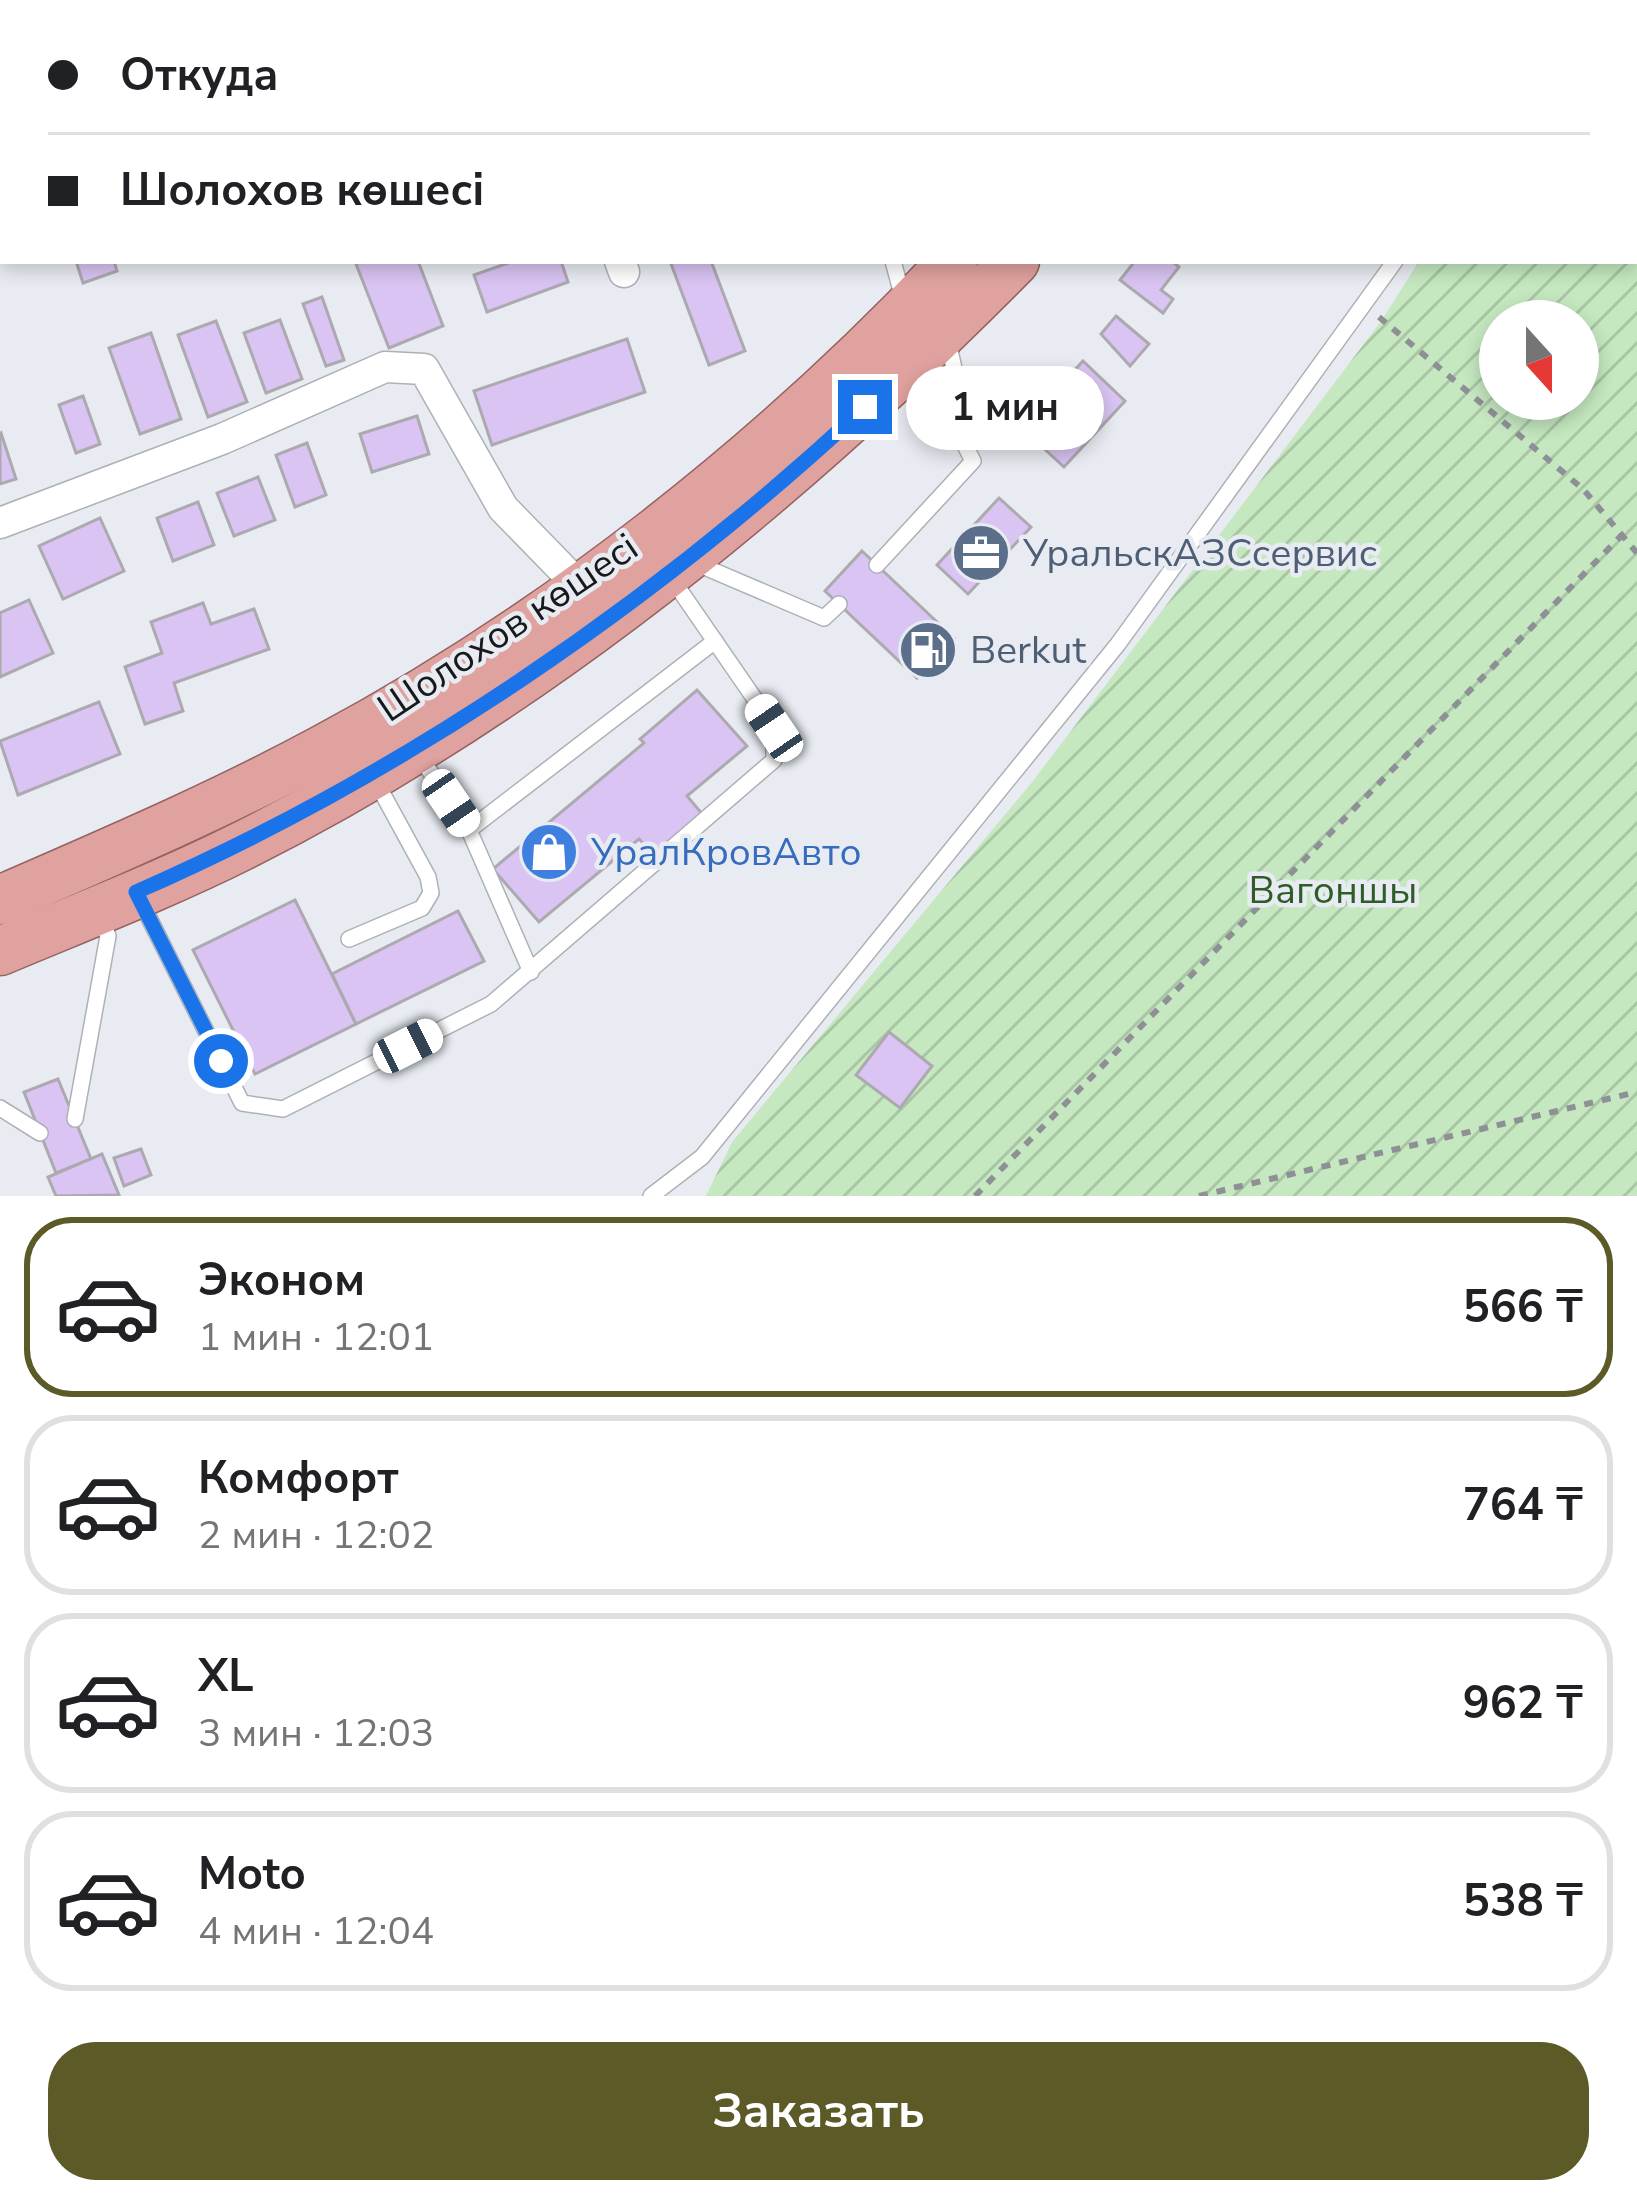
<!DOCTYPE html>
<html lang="ru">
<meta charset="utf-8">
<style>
:root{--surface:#fff;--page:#f6f6f6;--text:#202124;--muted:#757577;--line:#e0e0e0;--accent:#5c5a27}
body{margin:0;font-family:"Nunito Sans",sans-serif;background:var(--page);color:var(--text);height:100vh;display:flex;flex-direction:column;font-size:45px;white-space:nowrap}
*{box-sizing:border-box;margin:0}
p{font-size:39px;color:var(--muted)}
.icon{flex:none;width:66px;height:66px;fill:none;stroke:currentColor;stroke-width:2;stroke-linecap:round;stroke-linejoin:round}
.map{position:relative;height:1196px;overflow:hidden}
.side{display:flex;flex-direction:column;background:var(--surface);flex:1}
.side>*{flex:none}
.banner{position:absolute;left:0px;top:0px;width:1638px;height:264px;box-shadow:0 6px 18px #0003;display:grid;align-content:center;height:264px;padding:0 48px;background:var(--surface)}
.needle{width:78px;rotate:159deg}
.controls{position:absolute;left:1479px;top:300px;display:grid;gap:24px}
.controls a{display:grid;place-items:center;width:120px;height:120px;border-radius:50%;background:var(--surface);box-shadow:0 6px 18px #0003;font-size:60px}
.end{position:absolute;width:54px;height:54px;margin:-27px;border:15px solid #1a73e8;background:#fff;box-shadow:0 0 0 6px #fff}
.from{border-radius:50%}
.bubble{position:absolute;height:84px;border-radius:42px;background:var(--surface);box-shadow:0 6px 18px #0003;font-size:39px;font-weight:700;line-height:84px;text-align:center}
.car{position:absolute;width:36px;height:72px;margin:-36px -18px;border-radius:15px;box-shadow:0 0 9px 3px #0007;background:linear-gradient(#fff 24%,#345 0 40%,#fff 0 76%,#345 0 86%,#fff 0)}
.banner b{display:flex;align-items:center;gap:42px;height:114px;font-size:45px}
.banner b+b{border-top:3px solid var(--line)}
.banner i{width:30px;height:30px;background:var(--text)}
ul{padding:21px 0 0;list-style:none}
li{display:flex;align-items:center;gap:36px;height:180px;margin:0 24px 18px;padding:0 24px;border:6px solid var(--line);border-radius:48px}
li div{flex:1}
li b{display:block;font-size:45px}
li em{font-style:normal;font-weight:700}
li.selected{border-color:var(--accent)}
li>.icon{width:108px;height:108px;stroke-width:1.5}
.cta{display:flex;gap:24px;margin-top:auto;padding:24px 48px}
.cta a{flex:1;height:138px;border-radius:48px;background:var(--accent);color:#fff;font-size:48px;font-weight:700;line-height:138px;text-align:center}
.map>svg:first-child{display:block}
.garden{fill:url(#garden-furrows);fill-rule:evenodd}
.building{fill:#d9c4f3;stroke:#aca9af;stroke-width:3}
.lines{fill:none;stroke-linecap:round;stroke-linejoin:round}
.service-casing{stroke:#adb1b6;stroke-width:18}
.minor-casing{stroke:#adb1b6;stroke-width:33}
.trunk-casing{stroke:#956261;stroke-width:51}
.path{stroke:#8e9095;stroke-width:6;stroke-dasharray:9 9;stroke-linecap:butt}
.service{stroke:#fff;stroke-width:15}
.minor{stroke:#fff;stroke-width:30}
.trunk{stroke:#e0a29e;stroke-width:48}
.route{stroke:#1a73e8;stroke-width:15}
.labels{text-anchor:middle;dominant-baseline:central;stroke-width:9;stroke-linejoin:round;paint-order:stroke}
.service-label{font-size:39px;fill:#4e5e75;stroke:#e8ecf2;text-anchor:start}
.street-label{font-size:39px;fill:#18191b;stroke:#e8ecf2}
.shop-label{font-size:39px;fill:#366cbe;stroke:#e8ecf2;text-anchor:start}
.park-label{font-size:39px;fill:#2e5d27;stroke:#e8ecf2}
</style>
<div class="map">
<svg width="1637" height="1196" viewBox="0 0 1637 1196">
<defs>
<pattern id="garden-furrows" width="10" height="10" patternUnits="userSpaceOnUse" patternTransform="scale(3)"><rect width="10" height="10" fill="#c5e8c0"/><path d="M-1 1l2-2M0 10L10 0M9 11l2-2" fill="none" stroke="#a8c6a4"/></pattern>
</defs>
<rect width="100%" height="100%" fill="#e8ecf2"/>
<path class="garden" d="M1585 0H1637V1196H706L732 1142 1033 781 1382 320 1419 261H1635V3ZM1500 321H1578V399H1500Z"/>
<g class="building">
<polygon points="76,261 114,261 117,271 83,283"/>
<polygon points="362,261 418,261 443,326 389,348 356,264"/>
<polygon points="514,261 561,261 568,282 487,312 474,275"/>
<polygon points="670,261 711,261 745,351 709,365"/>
<polygon points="1135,261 1172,261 1179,267 1161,290 1173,299 1163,313 1120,280"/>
<polygon points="322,297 344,360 326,366 303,304"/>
<polygon points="1116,316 1149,344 1130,366 1101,334"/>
<polygon points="280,320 302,379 266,393 244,333"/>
<polygon points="216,321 247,402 208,417 178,335"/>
<polygon points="151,333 181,419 140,434 109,348"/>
<polygon points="627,339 645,392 492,445 474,391"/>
<polygon points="1083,361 1125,401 1064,467 1026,432 1040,417 1036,412"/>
<polygon points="83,396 100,444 76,453 59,405"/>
<polygon points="417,416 429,454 372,472 360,434"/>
<polygon points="1,433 16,479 0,484 0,434"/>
<polygon points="307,443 326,495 295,507 276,455"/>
<polygon points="258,477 275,520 234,536 217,493"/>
<polygon points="999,498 1031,527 968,594 937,565"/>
<polygon points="198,502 214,545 173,561 157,518"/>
<polygon points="100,518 124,571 63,599 39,546"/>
<polygon points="862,551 954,638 917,678 825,591"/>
<polygon points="29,600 53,653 0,677 0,613"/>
<polygon points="203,603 211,624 254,609 269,649 174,683 183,711 145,724 125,667 162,653 151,622"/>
<polygon points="697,690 747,746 687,796 704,816 656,857 639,839 539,922 493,869 644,743 640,739"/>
<polygon points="99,702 120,754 18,795 0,741"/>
<polygon points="295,900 356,1024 255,1074 193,950"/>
<polygon points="458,911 484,961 356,1024 332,974"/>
<polygon points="889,1032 932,1066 900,1108 856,1075"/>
<polygon points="58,1079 91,1159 56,1173 24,1092"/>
<polygon points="141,1149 151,1175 124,1186 114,1158"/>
<polygon points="102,1154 119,1195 56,1196 48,1177"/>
</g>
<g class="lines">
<g class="service-casing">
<g id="service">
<polyline points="910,0 911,3"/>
<polyline points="1102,3 1103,0"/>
<polyline points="1578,3 1579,0"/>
<polyline points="893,261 904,302"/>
<polyline points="693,562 824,618 839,604"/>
<polyline points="877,565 973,461 950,416 955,373 947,337"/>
<polyline points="419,755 469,830 715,641"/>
<polyline points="469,830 531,972"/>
<polyline points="140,900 242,1103 283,1109 491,1004 774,760 774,727 670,576"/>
<polyline points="349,939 422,908 431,893 428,877 374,778"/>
<polyline points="0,1108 40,1133"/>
<polyline points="75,1119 108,936 100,917"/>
<polyline points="651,1196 702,1157 1118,644 1395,261"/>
</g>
</g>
<g class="minor-casing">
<g id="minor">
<polyline points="545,0 546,3"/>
<polyline points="263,3 272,0"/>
<polyline points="0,92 3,91"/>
<polyline points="620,261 624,272"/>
<polyline points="0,523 222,439 385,367 424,369 503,508 580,587"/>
</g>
</g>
<g class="trunk-casing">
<g id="trunk">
<polyline points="1170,3 1173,0"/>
<polyline points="1226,3 1228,0"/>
<path d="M0 900C108 853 218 806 322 750 554 626 773 453 953 261"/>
<path d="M0 951C81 917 164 885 242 846 531 701 789 490 1015 261"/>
</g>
</g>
<g class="path">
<polyline points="1379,317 1583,489 1637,553"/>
<polyline points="975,1196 1622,535"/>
<polyline points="1199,1196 1637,1092"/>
</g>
<use href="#service" class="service"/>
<use href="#minor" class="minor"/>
<use href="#trunk" class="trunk"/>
</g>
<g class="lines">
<path class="route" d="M221 1061 136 892C402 776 652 605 865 407"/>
</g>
<defs>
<g id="office-disc" transform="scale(3)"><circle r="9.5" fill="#5c6f8a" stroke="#e8ecf2"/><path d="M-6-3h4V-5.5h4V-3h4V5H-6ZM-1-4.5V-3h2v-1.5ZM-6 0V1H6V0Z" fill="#fff"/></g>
<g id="fuel-disc" transform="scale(3)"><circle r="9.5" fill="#5c6f8a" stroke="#e8ecf2"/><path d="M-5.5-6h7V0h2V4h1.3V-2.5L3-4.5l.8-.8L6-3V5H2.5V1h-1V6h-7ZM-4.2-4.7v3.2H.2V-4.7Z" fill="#fff"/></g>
<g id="shop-disc" transform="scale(3)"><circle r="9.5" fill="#3f7fe0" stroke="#e8ecf2"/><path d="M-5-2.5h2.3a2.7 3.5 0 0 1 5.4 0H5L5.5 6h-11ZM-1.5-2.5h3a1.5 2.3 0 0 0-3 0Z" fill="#fff"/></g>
</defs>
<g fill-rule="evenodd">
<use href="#office-disc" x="981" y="553"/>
<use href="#fuel-disc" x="928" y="650"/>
<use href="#shop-disc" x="549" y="852"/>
</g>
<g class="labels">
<g class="service-label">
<text x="1023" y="553">УральскАЗСсервис</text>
<text x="970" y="650">Berkut</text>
</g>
<g class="street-label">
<text transform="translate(508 628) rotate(-34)">Шолохов көшесі</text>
</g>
<g class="shop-label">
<text x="591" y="852">УралКровАвто</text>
</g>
<g class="park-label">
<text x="1333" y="890">Вагоншы</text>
</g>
</g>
</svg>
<div class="controls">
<a><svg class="needle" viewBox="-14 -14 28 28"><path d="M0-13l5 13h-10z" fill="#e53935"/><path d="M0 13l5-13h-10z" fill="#757577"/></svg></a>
</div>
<i class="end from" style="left:221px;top:1061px"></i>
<i class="end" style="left:865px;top:407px"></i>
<div class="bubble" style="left:906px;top:366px;width:198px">1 мин</div>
<i class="car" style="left:774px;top:728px;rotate:326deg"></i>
<i class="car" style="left:451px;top:803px;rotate:146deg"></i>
<i class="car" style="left:408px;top:1046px;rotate:63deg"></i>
<div class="banner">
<b><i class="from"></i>Откуда</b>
<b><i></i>Шолохов көшесі</b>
</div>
</div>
<section class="side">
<ul>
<li class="selected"><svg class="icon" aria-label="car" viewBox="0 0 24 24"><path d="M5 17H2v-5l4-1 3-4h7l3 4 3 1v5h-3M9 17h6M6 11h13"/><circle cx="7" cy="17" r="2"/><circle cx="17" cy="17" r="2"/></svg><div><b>Эконом</b><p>1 мин · 12:01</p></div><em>566 ₸</em></li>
<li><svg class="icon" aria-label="car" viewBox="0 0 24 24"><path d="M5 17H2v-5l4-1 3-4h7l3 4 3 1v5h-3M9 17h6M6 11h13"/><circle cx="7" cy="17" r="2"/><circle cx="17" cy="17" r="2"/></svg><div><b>Комфорт</b><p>2 мин · 12:02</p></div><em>764 ₸</em></li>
<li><svg class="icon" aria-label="car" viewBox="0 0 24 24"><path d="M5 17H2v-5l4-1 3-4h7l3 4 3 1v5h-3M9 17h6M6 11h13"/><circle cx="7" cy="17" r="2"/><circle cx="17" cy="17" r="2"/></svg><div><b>XL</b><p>3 мин · 12:03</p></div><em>962 ₸</em></li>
<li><svg class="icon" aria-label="car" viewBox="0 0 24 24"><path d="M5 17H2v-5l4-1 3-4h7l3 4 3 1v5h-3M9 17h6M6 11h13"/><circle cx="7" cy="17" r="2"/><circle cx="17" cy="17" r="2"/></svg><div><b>Moto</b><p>4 мин · 12:04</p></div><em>538 ₸</em></li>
</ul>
<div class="cta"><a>Заказать</a></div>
</section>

++++++++++

What is being asked:
Look through the listing above and copy each line with the word "controls" in it.

Result:
.controls{position:absolute;left:1479px;top:300px;display:grid;gap:24px}
.controls a{display:grid;place-items:center;width:120px;height:120px;border-radius:50%;background:var(--surface);box-shadow:0 6px 18px #0003;font-size:60px}
<div class="controls">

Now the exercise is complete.